Similarly, appellant No. 6-Birendra Kumar Misra and appellant No. 8-Sri Rama Dash, whose names do not find place in the F. I. R. and no specific overt acts have been alleged against them by the informant, at the first instance, are also entitled to be enlarged on bail for the time being. So far as appellant No. 7-Sri Afun Kumar Agarwal ' Tilu Agarwal is concerned, though there is no evidence to show that he has taken part in the real tussle, we are prima facie of the opinion that he being the king pin of the entire episode and a person who has engaged other accused persons (assailants), should not be enlarged on bail after being convicted for the offences. Similarly, the other accused persons whose names find place in the F. I. R. and against whom there is specific allegation of overt acts, should not be enlarged on bail and the application for bail so far as appellants No. 2,3,4,5 and 7 is concerned, stands rejected. 13. We accordingly, direct that appellant-petitioner Nos. 1, 6 and 8 (Konark Patnaik, Birendra Kumar Misra and Sri Rama Dash respectively) be enlarged on bail of Rs. 20,000/-with two surities each for the like amount to the satisfaction of the learned Addl. Sessions Judge, Jharsuguda in S. T. Case No. 35/16 of 2000, subject to the further condition that : (i) the said appellants shall report to the local police station on 14th and 30th of each month, (ii) shall not travel beyond the jurisdiction of Orissa without obtaining prior permission of this Court, and (iii) shall not be involved in any other criminal activities in the meanwhile. It is made clear that in the event of breach of any of the conditions, the prosecution will be at liberty to move this Court for cancellation of bail granted herein.

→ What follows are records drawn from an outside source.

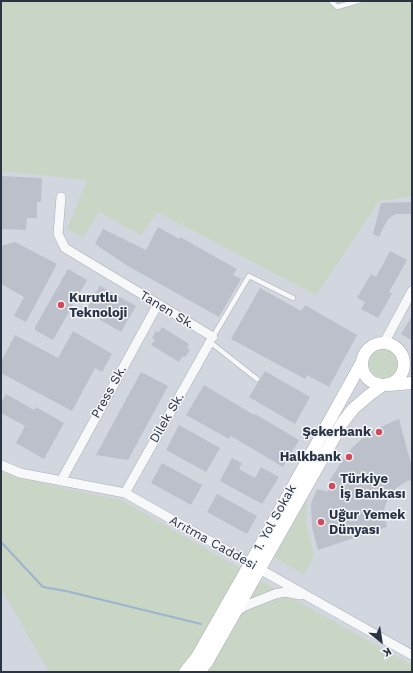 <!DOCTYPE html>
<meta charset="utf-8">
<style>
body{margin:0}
#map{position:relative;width:413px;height:673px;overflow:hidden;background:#e4e7ec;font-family:"Work Sans",sans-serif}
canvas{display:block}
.frame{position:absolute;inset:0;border:2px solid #2b3445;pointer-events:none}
.north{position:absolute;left:361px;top:621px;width:40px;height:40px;-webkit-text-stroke:3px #f4f6f9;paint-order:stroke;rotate:150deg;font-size:11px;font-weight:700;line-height:16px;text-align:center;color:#2b3445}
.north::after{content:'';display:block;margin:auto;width:14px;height:18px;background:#2b3445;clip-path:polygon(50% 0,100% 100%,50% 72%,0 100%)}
</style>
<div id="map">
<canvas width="413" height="673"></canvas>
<div class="frame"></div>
<div class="north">K</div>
</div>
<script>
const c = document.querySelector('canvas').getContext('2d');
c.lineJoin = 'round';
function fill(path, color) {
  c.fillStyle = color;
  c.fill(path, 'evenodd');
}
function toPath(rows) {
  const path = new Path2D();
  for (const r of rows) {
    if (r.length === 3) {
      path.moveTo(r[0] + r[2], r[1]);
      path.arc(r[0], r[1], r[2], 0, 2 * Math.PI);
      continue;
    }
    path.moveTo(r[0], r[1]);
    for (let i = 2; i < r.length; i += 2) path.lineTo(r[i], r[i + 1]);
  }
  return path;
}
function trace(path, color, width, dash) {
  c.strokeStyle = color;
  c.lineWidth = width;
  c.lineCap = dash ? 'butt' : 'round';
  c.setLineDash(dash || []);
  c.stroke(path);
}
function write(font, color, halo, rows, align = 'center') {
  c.font = font + ' "Work Sans",sans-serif';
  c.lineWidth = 3;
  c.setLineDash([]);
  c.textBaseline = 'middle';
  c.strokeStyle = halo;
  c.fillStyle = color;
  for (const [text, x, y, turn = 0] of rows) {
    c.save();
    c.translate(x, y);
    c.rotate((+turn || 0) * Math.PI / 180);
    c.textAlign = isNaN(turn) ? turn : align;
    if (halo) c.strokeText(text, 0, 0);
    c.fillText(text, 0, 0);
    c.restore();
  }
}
fill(toPath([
 [1,1,412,1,412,672,1,672]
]), '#d2d6de');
fill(toPath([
 [1,1,412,1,412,196,379,201,316,295,157,212,141,235,99,212,83,238,67,229,87,180,1,171],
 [384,363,15],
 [1,470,8,474,44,484,121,500,292,598,412,665,412,672,49,672,1,588],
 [307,499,306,522,314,556,304,575,274,557]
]), '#c9d6c5');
trace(toPath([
 [1,542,43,587,66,591,201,624]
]), '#9fb4cc', 2);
fill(toPath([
 [1,176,42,178,41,202,37,202,37,218,27,218,26,230,1,229],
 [412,202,412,214,395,214,387,220,379,237,373,234,381,203],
 [158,227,179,239,180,237,237,269,233,275,241,279,219,317,128,266,95,244,103,229,146,250],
 [15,242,57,264,26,322,14,316,24,297,1,284,1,246],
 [390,251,407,260,389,292,392,294,378,318,361,309,365,302,357,298,371,274,376,277],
 [68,269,87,280,53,340,35,330,35,327],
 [100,286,136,306,121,332,85,311],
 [260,288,301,311,305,305,357,335,329,387,307,375,305,379,231,339],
 [412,316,412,341,401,334],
 [162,327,189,344,187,348,190,350,185,357,183,356,179,362,151,345,155,340,152,338,156,331,159,332],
 [73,331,112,354,102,372,95,368,72,411,1,373,1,362,15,335,58,358],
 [265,371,310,397,295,424,249,397],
 [141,372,168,386,128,460,96,455],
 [204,385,254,415,255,414,299,440,283,467,231,436,229,439,186,415],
 [6,394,34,410,36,407,64,423,44,459,16,443,25,426,1,413,1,403],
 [399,419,412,468,412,480,407,481,396,488,388,497,384,510,387,527,318,550,312,527,311,503,317,489,328,492,330,480,343,459,351,449,369,432],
 [179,425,220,448,206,472,166,450],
 [232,458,242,463,239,469,255,478,261,467,279,477,262,504,220,481],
 [162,463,202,485,191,505,151,483],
 [217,494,257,516,247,534,207,512]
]), '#bbc0ca');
const lane = toPath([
 [331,1,337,7,358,1],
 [257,379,210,342,249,276,293,298]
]);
const street = toPath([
 [61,197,58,234,65,248,213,337],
 [384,343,412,291],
 [1,465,20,473,125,493,412,655],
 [61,481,158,304],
 [125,493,210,342],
 [235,612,245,606,275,594,285,592,300,595]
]);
const secondary = toPath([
 [383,364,21],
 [389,385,412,383],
 [185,672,197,657,250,564,362,362],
 [199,672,207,662,343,422,353,409,368,396,383,385]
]);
trace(lane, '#a9aeb7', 5.5);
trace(street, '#a9aeb7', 10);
trace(secondary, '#a9aeb7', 13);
trace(lane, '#f7f8fa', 4.5);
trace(street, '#f7f8fa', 9);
trace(secondary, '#fff', 12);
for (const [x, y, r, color] of [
 [61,305,4,"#d1495b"],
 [379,432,4,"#d1495b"],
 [349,457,4,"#d1495b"],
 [332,486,4,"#d1495b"],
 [321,522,4,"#d1495b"]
]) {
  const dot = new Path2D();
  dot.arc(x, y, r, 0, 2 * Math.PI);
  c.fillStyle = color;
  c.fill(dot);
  trace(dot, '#f4f6f9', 1.5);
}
write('bold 13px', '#2b3445', '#f4f6f9', [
 ["Kurutlu",69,298],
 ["Teknoloji",69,313],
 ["Şekerbank",371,432,"right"],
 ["Halkbank",341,457,"right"],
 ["Türkiye",340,479],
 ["İş Bankası",340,494],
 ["Uğur Yemek",329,515],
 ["Dünyası",329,530]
], 'left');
write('13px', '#2b3445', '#f4f6f9', [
 ["Tanen Sk.",167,310,31],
 ["Press Sk.",109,392,-61],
 ["Dilek Sk.",167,418,-60],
 ["1. Yol Sokak",275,518,-61],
 ["Arıtma Caddesi",213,543,29]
]);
</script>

However, in line with what has been held by the Apex Court in Kashmir Singh's case (supra), it is directed that the Criminal Appeal should be heard as expeditiously as possible and if the petitioners-appellants prepare and submit the paper books within three months, the Appeal be listed for hearing before available Criminal Bench soon thereafter. 14. Misc. Case is accordingly disposed of. P. Ray, J. 15. I agree. 16. Misc. case disposed of.